Gunung Anak Krakatau Ratusan Kali Meletus Dalam Sehari

Antara ยท Sabtu, 29 Desember 2018 - 07:38 WIB
Gunung Anak Krakatau Ratusan Kali Meletus Dalam Sehari
Erupsi Gunung Anak Krakatau. (Foto: dok iNews)

LAMPUNG, iNews.id – Aktivitas Gunung Anak Krakatau masih terus meningkat dengan mengeluarkan ratusan kali letusan dalam sehari. Erupsi gunung api tersebut terbanyak pada malam hari. Bahkan sejak terjadinya tsunami, Anak Krakatau terpantau lebih sering mengeluarkan erupsi dari biasanya.

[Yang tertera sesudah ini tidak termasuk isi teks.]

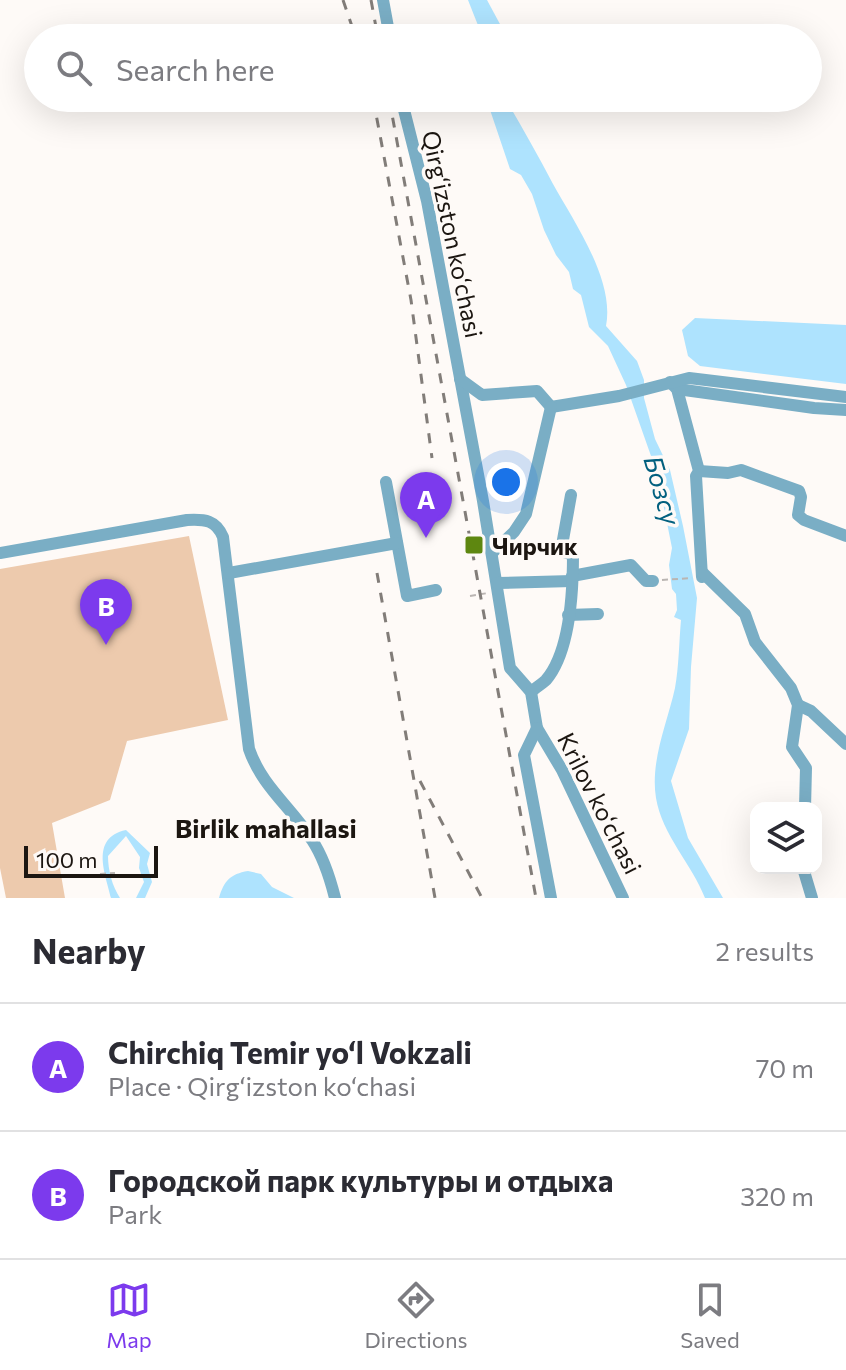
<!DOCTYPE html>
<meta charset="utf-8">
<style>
:root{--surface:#fff;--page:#f2f2f3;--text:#2b2b33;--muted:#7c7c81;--line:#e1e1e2;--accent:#7c3aed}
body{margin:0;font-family:Commissioner,sans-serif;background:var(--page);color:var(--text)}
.controls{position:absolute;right:24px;bottom:24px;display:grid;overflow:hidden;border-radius:16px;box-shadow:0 8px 32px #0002}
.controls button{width:72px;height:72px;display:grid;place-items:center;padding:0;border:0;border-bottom:2px solid var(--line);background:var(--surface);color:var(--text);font:40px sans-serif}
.scale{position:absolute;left:24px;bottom:20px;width:134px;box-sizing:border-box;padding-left:8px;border:4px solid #1c1611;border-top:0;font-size:22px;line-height:28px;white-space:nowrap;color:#1c1611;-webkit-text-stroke:6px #fefaf7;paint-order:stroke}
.you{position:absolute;left:506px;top:482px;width:28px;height:28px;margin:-20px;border:6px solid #fff;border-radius:50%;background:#1a73e8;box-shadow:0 0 0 12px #1a73e833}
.badge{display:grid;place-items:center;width:52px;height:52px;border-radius:50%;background:var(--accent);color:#fff;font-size:26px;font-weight:700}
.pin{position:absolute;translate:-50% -66px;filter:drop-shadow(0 2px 4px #0008)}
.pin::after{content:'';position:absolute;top:42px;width:28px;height:24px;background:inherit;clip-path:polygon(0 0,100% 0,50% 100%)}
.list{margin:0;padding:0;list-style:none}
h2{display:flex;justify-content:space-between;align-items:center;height:104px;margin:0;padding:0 32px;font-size:34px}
h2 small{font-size:26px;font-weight:400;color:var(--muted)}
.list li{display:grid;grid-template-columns:52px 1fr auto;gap:24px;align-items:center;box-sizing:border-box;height:128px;padding:0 32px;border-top:2px solid var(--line)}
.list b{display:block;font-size:30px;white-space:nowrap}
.list p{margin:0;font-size:26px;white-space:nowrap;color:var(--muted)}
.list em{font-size:26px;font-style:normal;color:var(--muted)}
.icon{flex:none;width:44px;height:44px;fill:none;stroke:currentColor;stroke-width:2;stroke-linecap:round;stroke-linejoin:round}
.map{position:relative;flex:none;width:846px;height:898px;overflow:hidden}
.search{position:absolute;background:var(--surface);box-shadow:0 8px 32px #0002;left:24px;right:24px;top:24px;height:88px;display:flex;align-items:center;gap:20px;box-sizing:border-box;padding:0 28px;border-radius:44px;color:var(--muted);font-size:30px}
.sheet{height:360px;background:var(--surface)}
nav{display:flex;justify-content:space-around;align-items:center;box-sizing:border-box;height:112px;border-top:2px solid var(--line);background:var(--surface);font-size:22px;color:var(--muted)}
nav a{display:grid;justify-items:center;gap:4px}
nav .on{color:var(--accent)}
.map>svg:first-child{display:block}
.green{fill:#edcaad}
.water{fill:#aee3fe}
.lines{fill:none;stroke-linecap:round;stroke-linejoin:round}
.path{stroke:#bab5b2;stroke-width:2;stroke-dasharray:6 4;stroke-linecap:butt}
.minor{stroke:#7aaec5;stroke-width:12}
.rail{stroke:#827d79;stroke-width:3;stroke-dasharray:10 10;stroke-linecap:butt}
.poi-dot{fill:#5e8710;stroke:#fefaf7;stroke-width:3}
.labels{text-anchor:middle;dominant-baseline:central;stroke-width:7;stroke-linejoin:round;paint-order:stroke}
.street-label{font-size:24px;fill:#1c1611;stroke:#fefaf7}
.poi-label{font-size:24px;font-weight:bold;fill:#1c1611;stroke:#fefaf7;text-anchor:start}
.water-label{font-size:26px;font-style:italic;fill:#02607f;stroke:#fefaf7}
.neighbourhood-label{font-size:26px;font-weight:bold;fill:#1c1611;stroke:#fefaf7}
</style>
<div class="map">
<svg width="846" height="898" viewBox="0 0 846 898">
<rect width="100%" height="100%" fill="#fefaf7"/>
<!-- green -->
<path class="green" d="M 189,536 L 228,720 L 127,741 L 110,800 L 52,823 L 65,898 L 6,898 L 0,868 L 0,569 Z"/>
<!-- water -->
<g class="water">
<path d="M 468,0 L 487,0 L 501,26 L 505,38 L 483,38 Z"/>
<path d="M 486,98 L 505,98 C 522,127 538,155 553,184 C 574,222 615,280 606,326 L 637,361 L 644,380 L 644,398 L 655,439 L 670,470 L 683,526 L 697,598 L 691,667 L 689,729 L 671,781 L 688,838 L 723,898 L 705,898 C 692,864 662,835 656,798 C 650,761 667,724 675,688 C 679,666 679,642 681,620 L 674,617 L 677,610 L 676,594 L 672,589 L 669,565 L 672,548 L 657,473 L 626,385 L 608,346 L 589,327 L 581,295 L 573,289 L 569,272 L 556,255 L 544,230 L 532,194 L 521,175 L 510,169 Z"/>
<path d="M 695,318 L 846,325 L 846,384 L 700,366 L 688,356 L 682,330 Z"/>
<path d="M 126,830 L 150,853 L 147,864 L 152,882 L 145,898 L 136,898 L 144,882 L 139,868 L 140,857 L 126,836 L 108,856 C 108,870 112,886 120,898 L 111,898 C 106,875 89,838 126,830 Z"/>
<path d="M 248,871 L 261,874 L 272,887 L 294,898 L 219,898 C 224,881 230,874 248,871 Z"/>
</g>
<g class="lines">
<!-- path -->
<g class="path">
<path d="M 662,580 L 692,578"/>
<path d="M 470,596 L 488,593"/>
<path d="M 100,874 L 115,873"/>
</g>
<!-- minor -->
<g class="minor">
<path d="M 383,0 L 390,38"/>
<path d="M 401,98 L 427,201 L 483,501 L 510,668 L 531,692 L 537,728 L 562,770 L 623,898"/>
<path d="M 460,379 L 482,395 L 537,391 L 551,407"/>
<path d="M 670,382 L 677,389 L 699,471 L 696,476 L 702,577"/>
<path d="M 677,389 L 814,408 L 846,410"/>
<path d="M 551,407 L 619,396 L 689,378 L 846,397"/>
<path d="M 699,471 L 728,473 L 741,470 L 799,491 L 801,497 L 798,515 L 804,520 L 846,536"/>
<path d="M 386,482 L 407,596 L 436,590"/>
<path d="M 0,553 L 187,520 C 205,519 216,520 223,537 L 249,749 C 262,787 292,808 312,840 C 324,858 330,878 335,898"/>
<path d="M 492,553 L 514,532 L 526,514 L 551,407"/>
<path d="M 702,572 L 745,614 L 755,642 L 791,688 L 798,705 L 792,747 L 806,768 L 805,808"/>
<path d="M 229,573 L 397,543"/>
<path d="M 572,576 L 631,565 L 646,581 L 653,581"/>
<path d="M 497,583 L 572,581"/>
<path d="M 568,615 L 598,614"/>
<path d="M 531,692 C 535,688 542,684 546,680 C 570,652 573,590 573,555 L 561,551 L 571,495"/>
<path d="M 798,705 L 811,711 L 846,744"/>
<path d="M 537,728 L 524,755 L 551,898"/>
<path d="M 803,868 L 812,898"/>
</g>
<!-- rail -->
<g class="rail">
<path d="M 343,0 L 356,38"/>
<path d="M 371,0 L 378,38"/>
<path d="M 373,98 L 411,300 L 432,458"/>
<path d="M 389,98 L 536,898"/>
<path d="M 377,573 L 435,898"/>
<path d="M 420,781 L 482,898"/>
</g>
</g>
<!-- markers -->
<rect class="poi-dot" x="464" y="535" width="20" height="20" rx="4"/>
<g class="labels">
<!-- street labels -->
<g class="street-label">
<text transform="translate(453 234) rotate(78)">Qirg‘izston ko‘chasi</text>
<text transform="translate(600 803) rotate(63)">Krilov ko‘chasi</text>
</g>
<!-- poi labels -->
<g class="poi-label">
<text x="492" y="545">Чирчик</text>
</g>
<!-- water labels -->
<g class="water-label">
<text transform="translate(663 490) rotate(74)">Бозсу</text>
</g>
<!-- neighbourhood labels -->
<g class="neighbourhood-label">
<text x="266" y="827">Birlik mahallasi</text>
</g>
</g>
</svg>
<div class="controls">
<button><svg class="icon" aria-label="layers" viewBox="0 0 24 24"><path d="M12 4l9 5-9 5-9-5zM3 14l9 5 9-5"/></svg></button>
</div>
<div class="scale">100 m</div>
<div class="you"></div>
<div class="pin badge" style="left:426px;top:538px">A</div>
<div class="pin badge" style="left:106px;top:645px">B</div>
<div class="search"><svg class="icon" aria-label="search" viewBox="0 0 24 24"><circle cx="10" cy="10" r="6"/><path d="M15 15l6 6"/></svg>Search here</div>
</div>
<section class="sheet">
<h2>Nearby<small>2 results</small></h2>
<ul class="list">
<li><span class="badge">A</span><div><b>Chirchiq Temir yo‘l Vokzali</b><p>Place · Qirg‘izston ko‘chasi</p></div><em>70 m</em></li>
<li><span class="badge">B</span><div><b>Городской парк культуры и отдыха</b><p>Park</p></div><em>320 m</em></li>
</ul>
</section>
<nav>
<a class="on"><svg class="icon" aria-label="map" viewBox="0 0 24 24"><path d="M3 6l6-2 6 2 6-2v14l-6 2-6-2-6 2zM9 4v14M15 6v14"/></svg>Map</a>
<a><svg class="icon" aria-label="directions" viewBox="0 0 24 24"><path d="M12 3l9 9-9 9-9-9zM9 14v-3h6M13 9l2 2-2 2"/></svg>Directions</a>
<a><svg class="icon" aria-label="saved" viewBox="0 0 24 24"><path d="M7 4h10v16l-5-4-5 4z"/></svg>Saved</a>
</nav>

"Kalau berapa kalinya saya gak mengitung, tapi ada ratusan kali dalam sehari," kata Fajri, salah satu warga Desa Way Muli Timur, Samaun di Lampung Selatan, Sabtu (29/12/2018).

Dia mengatakan, dampak dari erupsi yang dikeluarkan Gunung Anak Krakatau seperti debu vulkanis, namun sebarannya belum sampai ke wilayah daratan Kabupaten Lampung Selatan. Hanya saja, warga sekitar merasakan getarannya dan mendengar suara bergemuruh.

"Kalau debu belum, mungkin karena anginnya juga ke arah sana (barat). Tapi kalau getarannya terasa, seperti kaca rumah bergetar. Saat malam hari terlihat jelas sampai ada kilatan petirnya," ujarnya.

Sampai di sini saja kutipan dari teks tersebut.